** PROBLEM **
Check every line of the data below for the word "nowrap". Copy the ones that have it.

** DATA PROVIDED **

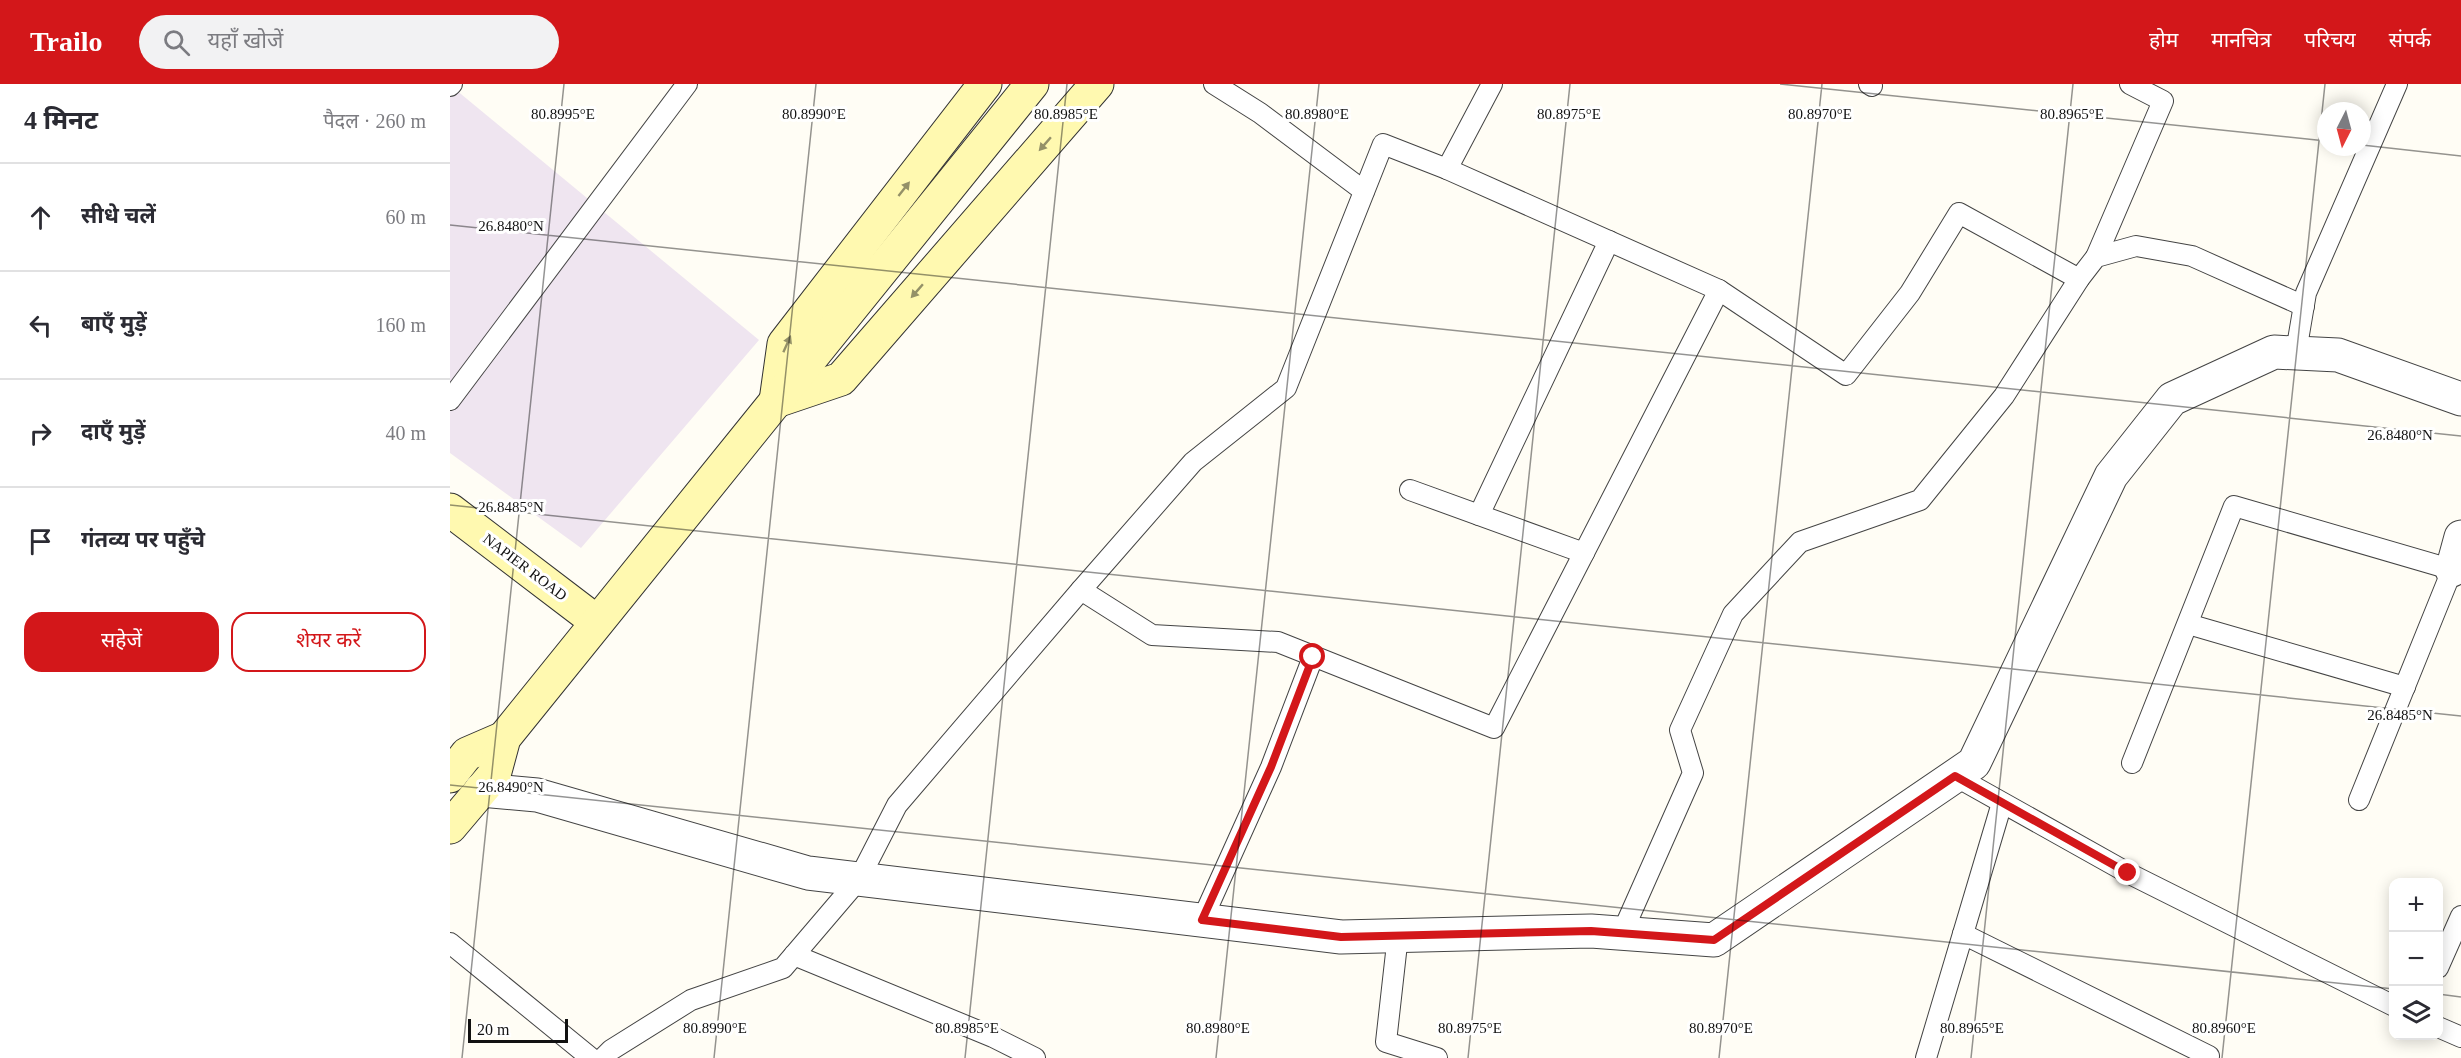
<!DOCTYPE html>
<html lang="hi">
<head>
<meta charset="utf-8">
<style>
	:root { --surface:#fff; --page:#f2f2f3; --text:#2b2b33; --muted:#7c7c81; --line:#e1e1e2; --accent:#d3171a }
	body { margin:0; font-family:"Times New Roman","Noto Sans Devanagari",serif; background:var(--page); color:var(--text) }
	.controls { position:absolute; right:18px; bottom:18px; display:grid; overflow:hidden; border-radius:12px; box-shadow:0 3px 15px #0003 }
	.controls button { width:54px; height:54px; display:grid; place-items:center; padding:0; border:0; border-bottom:2px solid var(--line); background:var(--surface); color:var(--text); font:30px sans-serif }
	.compass { position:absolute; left:1867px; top:18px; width:54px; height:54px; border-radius:50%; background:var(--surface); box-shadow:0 3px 15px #0003; rotate:186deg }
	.scale { position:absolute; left:18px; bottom:15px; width:100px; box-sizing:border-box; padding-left:6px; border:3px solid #111; border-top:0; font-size:16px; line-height:21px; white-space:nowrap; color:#111; -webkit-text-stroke:4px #fff; paint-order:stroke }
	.stop { position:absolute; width:18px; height:18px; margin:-14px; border:4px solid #d3171a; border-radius:50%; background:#fff }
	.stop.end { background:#d3171a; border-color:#fff; box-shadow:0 2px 6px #0008 }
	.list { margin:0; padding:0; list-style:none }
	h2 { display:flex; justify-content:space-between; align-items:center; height:78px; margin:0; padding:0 24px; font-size:26px }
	h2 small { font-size:20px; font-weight:400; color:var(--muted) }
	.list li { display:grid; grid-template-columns:39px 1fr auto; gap:18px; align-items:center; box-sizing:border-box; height:108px; padding:0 24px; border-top:2px solid var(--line) }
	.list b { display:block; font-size:22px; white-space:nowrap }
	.list em { font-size:20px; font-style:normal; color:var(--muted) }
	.actions { display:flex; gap:12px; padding:18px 24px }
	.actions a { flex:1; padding:14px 0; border:2px solid var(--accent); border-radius:18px; text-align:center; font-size:21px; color:var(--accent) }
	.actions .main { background:var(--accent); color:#fff }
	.icon { flex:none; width:33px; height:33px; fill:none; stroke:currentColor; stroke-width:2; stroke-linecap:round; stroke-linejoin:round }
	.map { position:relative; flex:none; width:2011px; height:974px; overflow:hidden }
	header { display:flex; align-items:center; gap:36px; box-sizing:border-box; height:84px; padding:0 30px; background:var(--accent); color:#fff }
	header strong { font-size:28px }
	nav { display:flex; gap:33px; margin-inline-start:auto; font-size:21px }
	.search { width:420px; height:54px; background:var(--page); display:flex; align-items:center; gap:15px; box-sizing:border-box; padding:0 21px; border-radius:33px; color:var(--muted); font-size:22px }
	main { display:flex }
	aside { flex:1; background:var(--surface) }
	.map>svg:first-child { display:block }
	.industrial { fill:#efe5f0 }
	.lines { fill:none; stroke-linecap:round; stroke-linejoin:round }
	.service-casing { stroke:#444; stroke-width:22 }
	.minor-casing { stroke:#444; stroke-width:35 }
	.secondary-casing { stroke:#333; stroke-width:35 }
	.service { stroke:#fff; stroke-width:20 }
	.minor { stroke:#fff; stroke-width:33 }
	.secondary { stroke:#fff9b0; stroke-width:33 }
	.oneway { fill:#949168 }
	.route { stroke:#d3171a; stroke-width:8 }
	.ticks { fill:none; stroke:#111; stroke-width:1.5; stroke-opacity:0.45 }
	.labels { text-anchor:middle; stroke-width:6; stroke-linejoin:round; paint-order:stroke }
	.street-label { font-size:15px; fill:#111; stroke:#fff }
	.ticks-label { font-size:15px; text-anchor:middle; fill:#111; stroke:#fff; stroke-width:6; stroke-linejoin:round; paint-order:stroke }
</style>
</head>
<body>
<header>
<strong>Trailo</strong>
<div class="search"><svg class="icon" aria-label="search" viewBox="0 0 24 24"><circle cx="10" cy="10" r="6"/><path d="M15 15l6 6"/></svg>यहाँ खोजें</div>
<nav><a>होम</a><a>मानचित्र</a><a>परिचय</a><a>संपर्क</a></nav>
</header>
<main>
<aside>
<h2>4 मिनट<small>पैदल · 260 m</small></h2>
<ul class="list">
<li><svg class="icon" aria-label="ahead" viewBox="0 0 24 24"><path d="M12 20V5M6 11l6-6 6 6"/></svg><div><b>सीधे चलें</b></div><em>60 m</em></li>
<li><svg class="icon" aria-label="left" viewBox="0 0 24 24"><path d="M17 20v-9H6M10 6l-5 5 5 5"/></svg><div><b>बाएँ मुड़ें</b></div><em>160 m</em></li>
<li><svg class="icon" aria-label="right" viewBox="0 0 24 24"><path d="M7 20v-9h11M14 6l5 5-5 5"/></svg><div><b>दाएँ मुड़ें</b></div><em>40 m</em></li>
<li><svg class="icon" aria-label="arrive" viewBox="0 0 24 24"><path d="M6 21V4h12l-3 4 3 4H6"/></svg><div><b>गंतव्य पर पहुँचे</b></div></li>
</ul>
<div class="actions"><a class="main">सहेजें</a><a>शेयर करें</a></div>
</aside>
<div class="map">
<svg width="2011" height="974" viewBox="0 0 2011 974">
	<rect width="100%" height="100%" fill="#fffdf5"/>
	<polygon class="industrial" points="0,1 309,256 131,464 0,369"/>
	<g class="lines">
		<g class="service-casing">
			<g id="service">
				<polyline points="764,0 810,29 914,107"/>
				<polyline points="1419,0 1422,2"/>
				<polyline points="0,2 2,0"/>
				<polyline points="997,85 1042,0"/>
				<polyline points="1646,173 1713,17 1680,0"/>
				<polyline points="1846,268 1856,209 1947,0"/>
				<polyline points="0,316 237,0"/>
				<polyline points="960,406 1134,469"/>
				<polyline points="1029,431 1159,157"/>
				<polyline points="631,506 702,551 828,558 1044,644 1269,206"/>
				<polyline points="1738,540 1955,603"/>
				<polyline points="1682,679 1784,422 2010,488"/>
				<polyline points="1505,692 1678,789 1944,922"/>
				<polyline points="1909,716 2002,486"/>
				<polyline points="752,836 821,683 863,573"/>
				<polyline points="1172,849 1243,689 1230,646 1283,530 1350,458 1470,416 1554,312 1629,195 1646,173 1686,162 1742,172 1854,222"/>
				<polyline points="1513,850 1759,972"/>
				<polyline points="948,851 936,958 987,974"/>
				<polyline points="0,859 141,974"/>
				<polyline points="344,871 543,953 585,974"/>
				<polyline points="1988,884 2011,832"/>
				<polyline points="1988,943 2011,953"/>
				<polyline points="153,974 161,966 241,916 333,884 409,795 447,721 631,506 743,378 836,304 933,60 997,85 1269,206 1396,291 1460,209 1509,129 1629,195"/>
				<polyline points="1476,974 1552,719"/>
			</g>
		</g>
		<g class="minor-casing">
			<g id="minor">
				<polyline points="2002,486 2011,453"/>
				<polyline points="31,706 87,711 358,789 891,853 1141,847 1264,856 1524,679 1661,392 1722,315 1824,268 1888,271 2011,315"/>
			</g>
		</g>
		<g class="secondary-casing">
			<g id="secondary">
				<polyline points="535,0 334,260 326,317 391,295 647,0"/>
				<polyline points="0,426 147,538"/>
				<polyline points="0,692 17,670 54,654"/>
				<polyline points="0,743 44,691 54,654 582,0"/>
			</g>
		</g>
		<use href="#service" class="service"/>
		<use href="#minor" class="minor"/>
		<use href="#secondary" class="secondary"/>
	</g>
	<defs><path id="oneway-solid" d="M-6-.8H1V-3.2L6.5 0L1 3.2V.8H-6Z" transform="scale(1.5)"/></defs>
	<g class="oneway">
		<use href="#oneway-solid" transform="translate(595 60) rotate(131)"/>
		<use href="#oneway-solid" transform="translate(454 105) rotate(-52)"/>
		<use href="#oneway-solid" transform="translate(467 207) rotate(131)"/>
		<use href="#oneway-solid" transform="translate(337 260) rotate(-66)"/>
	</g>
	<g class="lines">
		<polyline class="route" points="863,573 821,683 752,836 891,853 1141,847 1264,856 1505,692 1678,789"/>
	</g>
	<path class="ticks" d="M1330 0 1876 57M1912 61 2011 72M0 141 2011 352M0 421 2011 632M0 701 1944 905M1988 910 2011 913M12 974 114 0M264 974 366 0M515 974 617 0M766 974 869 0M1018 974 1120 0M1269 974 1372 0M1521 974 1623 0M1772 974 1875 0"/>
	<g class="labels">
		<g class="street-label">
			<text transform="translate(75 483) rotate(37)" y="5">NAPIER ROAD</text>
		</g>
	</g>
	<g class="ticks-label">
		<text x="113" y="35">80.8995°E</text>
		<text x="364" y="35">80.8990°E</text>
		<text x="616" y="35">80.8985°E</text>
		<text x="867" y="35">80.8980°E</text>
		<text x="1119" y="35">80.8975°E</text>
		<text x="1370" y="35">80.8970°E</text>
		<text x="1622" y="35">80.8965°E</text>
		<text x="61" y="147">26.8480°N</text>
		<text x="1950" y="356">26.8480°N</text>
		<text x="61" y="428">26.8485°N</text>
		<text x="1950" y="636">26.8485°N</text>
		<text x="61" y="708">26.8490°N</text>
		<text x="265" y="949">80.8990°E</text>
		<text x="517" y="949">80.8985°E</text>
		<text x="768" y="949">80.8980°E</text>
		<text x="1020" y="949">80.8975°E</text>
		<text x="1271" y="949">80.8970°E</text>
		<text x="1522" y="949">80.8965°E</text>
		<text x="1774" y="949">80.8960°E</text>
	</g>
</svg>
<div class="controls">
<button>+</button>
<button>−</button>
<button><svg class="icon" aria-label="layers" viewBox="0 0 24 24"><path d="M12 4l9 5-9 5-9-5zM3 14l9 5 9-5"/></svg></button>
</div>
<svg class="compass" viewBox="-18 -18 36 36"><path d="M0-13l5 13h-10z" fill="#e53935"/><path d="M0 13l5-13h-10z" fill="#7c7c81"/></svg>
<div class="scale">20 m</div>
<div class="stop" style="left:863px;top:573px"></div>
<div class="stop end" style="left:1678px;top:789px"></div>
</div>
</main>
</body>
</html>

** EXERCISE RESPONSE **
	.scale { position:absolute; left:18px; bottom:15px; width:100px; box-sizing:border-box; padding-left:6px; border:3px solid #111; border-top:0; font-size:16px; line-height:21px; white-space:nowrap; color:#111; -webkit-text-stroke:4px #fff; paint-order:stroke }
	.list b { display:block; font-size:22px; white-space:nowrap }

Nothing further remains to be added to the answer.